### Exercise directions
Look through the lines below; wherever the word "Affinity" appears, copy that line.

### Available data
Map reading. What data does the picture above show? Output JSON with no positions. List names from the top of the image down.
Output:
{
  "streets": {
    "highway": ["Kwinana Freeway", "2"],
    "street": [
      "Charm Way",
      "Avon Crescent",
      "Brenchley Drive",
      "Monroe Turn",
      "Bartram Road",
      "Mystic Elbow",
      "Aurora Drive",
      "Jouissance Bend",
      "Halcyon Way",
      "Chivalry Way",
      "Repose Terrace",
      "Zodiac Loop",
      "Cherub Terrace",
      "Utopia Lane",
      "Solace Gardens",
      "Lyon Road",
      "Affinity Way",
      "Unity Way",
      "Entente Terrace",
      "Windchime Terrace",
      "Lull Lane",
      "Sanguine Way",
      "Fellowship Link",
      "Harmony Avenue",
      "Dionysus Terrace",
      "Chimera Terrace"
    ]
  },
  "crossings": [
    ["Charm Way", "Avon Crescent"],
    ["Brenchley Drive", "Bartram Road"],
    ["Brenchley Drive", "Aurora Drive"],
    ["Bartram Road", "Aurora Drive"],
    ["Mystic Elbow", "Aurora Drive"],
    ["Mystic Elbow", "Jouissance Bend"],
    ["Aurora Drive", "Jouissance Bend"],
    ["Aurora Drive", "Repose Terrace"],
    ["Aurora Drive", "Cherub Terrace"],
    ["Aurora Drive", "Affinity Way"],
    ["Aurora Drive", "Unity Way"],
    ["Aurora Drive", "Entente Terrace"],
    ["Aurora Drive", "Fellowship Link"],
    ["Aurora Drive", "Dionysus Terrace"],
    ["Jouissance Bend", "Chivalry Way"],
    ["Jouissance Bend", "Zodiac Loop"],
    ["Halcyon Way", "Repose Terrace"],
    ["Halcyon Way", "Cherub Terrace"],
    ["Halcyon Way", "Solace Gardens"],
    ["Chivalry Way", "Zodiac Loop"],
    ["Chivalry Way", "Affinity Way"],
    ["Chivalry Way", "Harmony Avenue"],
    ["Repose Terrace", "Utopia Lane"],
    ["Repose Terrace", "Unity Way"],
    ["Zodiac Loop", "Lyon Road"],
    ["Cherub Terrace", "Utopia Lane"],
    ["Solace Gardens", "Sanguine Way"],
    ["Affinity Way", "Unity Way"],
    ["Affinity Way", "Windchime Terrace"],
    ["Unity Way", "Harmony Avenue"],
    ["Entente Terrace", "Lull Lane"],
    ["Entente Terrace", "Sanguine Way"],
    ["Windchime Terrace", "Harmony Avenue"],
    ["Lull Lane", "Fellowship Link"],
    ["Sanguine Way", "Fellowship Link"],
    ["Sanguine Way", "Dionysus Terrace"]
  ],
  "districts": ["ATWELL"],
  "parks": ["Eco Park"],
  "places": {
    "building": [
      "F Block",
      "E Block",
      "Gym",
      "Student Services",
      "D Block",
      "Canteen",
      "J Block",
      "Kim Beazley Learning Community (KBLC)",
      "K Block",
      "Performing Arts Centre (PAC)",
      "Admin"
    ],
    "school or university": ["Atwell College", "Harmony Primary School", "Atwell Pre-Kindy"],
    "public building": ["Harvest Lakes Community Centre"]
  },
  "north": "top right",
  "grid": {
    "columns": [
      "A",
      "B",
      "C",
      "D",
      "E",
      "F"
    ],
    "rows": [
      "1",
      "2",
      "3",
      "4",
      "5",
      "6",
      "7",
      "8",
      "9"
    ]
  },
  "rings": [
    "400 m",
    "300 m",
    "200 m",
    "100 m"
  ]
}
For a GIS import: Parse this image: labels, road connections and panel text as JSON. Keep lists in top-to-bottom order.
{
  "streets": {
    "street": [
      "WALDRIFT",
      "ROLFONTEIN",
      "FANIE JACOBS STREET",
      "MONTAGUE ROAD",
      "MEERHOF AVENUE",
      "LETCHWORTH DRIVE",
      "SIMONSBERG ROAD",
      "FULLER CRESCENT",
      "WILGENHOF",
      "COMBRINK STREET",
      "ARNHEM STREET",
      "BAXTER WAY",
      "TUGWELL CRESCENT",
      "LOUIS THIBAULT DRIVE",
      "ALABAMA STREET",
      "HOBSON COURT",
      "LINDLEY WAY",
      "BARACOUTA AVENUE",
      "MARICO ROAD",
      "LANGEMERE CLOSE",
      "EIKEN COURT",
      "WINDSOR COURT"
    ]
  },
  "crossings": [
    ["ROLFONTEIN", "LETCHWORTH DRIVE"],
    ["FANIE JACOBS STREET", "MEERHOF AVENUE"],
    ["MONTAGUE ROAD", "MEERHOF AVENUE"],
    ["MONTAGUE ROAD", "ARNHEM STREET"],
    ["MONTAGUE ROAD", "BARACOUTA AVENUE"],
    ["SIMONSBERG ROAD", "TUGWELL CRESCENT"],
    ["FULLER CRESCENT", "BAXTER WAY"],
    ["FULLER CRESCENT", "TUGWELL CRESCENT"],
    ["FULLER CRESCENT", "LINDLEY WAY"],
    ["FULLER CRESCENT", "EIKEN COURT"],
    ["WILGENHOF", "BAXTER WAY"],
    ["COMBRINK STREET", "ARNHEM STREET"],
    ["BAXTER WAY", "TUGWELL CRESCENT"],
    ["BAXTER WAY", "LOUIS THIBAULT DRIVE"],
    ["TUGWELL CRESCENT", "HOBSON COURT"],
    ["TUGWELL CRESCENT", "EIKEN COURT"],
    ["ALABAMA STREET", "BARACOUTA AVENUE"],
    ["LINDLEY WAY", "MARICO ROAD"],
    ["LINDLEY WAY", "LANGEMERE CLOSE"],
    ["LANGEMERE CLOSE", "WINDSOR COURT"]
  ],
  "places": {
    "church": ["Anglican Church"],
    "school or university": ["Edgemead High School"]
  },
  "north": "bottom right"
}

### Solution to this exercise
      "Affinity Way",
    ["Aurora Drive", "Affinity Way"],
    ["Chivalry Way", "Affinity Way"],
    ["Affinity Way", "Unity Way"],
    ["Affinity Way", "Windchime Terrace"],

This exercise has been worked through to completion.